[[ Data, beginning ]]

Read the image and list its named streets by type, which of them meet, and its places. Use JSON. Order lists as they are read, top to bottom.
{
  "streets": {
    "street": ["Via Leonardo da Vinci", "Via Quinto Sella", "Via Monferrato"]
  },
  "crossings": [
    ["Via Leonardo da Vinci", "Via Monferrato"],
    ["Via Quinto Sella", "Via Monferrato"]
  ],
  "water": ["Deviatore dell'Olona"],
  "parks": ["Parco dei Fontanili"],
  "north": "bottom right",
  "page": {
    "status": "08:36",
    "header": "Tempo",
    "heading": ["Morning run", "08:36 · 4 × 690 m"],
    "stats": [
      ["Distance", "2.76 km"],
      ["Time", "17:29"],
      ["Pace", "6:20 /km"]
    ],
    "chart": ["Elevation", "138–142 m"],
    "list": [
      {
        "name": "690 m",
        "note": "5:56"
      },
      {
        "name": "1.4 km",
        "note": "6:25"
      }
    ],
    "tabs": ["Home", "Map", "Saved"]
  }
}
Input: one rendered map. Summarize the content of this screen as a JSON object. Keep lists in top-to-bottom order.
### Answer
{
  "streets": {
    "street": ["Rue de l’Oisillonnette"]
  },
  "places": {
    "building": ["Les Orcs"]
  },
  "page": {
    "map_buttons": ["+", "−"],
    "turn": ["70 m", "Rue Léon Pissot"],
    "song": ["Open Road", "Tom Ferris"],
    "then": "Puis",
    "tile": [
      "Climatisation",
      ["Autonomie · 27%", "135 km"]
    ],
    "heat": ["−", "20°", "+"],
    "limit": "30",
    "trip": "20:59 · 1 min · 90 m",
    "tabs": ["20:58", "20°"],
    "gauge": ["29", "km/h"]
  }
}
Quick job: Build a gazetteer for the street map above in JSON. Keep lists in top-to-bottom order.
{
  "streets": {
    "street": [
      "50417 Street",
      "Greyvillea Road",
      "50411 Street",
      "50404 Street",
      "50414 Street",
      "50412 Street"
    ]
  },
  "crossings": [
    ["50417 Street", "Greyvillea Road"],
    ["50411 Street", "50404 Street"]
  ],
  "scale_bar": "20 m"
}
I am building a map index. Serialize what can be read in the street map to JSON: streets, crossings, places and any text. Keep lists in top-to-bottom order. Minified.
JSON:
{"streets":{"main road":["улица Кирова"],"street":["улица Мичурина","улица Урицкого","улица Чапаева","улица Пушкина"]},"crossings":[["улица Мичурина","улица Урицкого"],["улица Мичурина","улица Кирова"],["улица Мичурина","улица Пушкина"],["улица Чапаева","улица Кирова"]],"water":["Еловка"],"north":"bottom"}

[[ Data, end ]]

Exercise instructions
Each entry above needs to be returned exactly as written.

Final answer
Read the image and list its named streets by type, which of them meet, and its places. Use JSON. Order lists as they are read, top to bottom.
{
  "streets": {
    "street": ["Via Leonardo da Vinci", "Via Quinto Sella", "Via Monferrato"]
  },
  "crossings": [
    ["Via Leonardo da Vinci", "Via Monferrato"],
    ["Via Quinto Sella", "Via Monferrato"]
  ],
  "water": ["Deviatore dell'Olona"],
  "parks": ["Parco dei Fontanili"],
  "north": "bottom right",
  "page": {
    "status": "08:36",
    "header": "Tempo",
    "heading": ["Morning run", "08:36 · 4 × 690 m"],
    "stats": [
      ["Distance", "2.76 km"],
      ["Time", "17:29"],
      ["Pace", "6:20 /km"]
    ],
    "chart": ["Elevation", "138–142 m"],
    "list": [
      {
        "name": "690 m",
        "note": "5:56"
      },
      {
        "name": "1.4 km",
        "note": "6:25"
      }
    ],
    "tabs": ["Home", "Map", "Saved"]
  }
}
Input: one rendered map. Summarize the content of this screen as a JSON object. Keep lists in top-to-bottom order.
### Answer
{
  "streets": {
    "street": ["Rue de l’Oisillonnette"]
  },
  "places": {
    "building": ["Les Orcs"]
  },
  "page": {
    "map_buttons": ["+", "−"],
    "turn": ["70 m", "Rue Léon Pissot"],
    "song": ["Open Road", "Tom Ferris"],
    "then": "Puis",
    "tile": [
      "Climatisation",
      ["Autonomie · 27%", "135 km"]
    ],
    "heat": ["−", "20°", "+"],
    "limit": "30",
    "trip": "20:59 · 1 min · 90 m",
    "tabs": ["20:58", "20°"],
    "gauge": ["29", "km/h"]
  }
}
Quick job: Build a gazetteer for the street map above in JSON. Keep lists in top-to-bottom order.
{
  "streets": {
    "street": [
      "50417 Street",
      "Greyvillea Road",
      "50411 Street",
      "50404 Street",
      "50414 Street",
      "50412 Street"
    ]
  },
  "crossings": [
    ["50417 Street", "Greyvillea Road"],
    ["50411 Street", "50404 Street"]
  ],
  "scale_bar": "20 m"
}
I am building a map index. Serialize what can be read in the street map to JSON: streets, crossings, places and any text. Keep lists in top-to-bottom order. Minified.
JSON:
{"streets":{"main road":["улица Кирова"],"street":["улица Мичурина","улица Урицкого","улица Чапаева","улица Пушкина"]},"crossings":[["улица Мичурина","улица Урицкого"],["улица Мичурина","улица Кирова"],["улица Мичурина","улица Пушкина"],["улица Чапаева","улица Кирова"]],"water":["Еловка"],"north":"bottom"}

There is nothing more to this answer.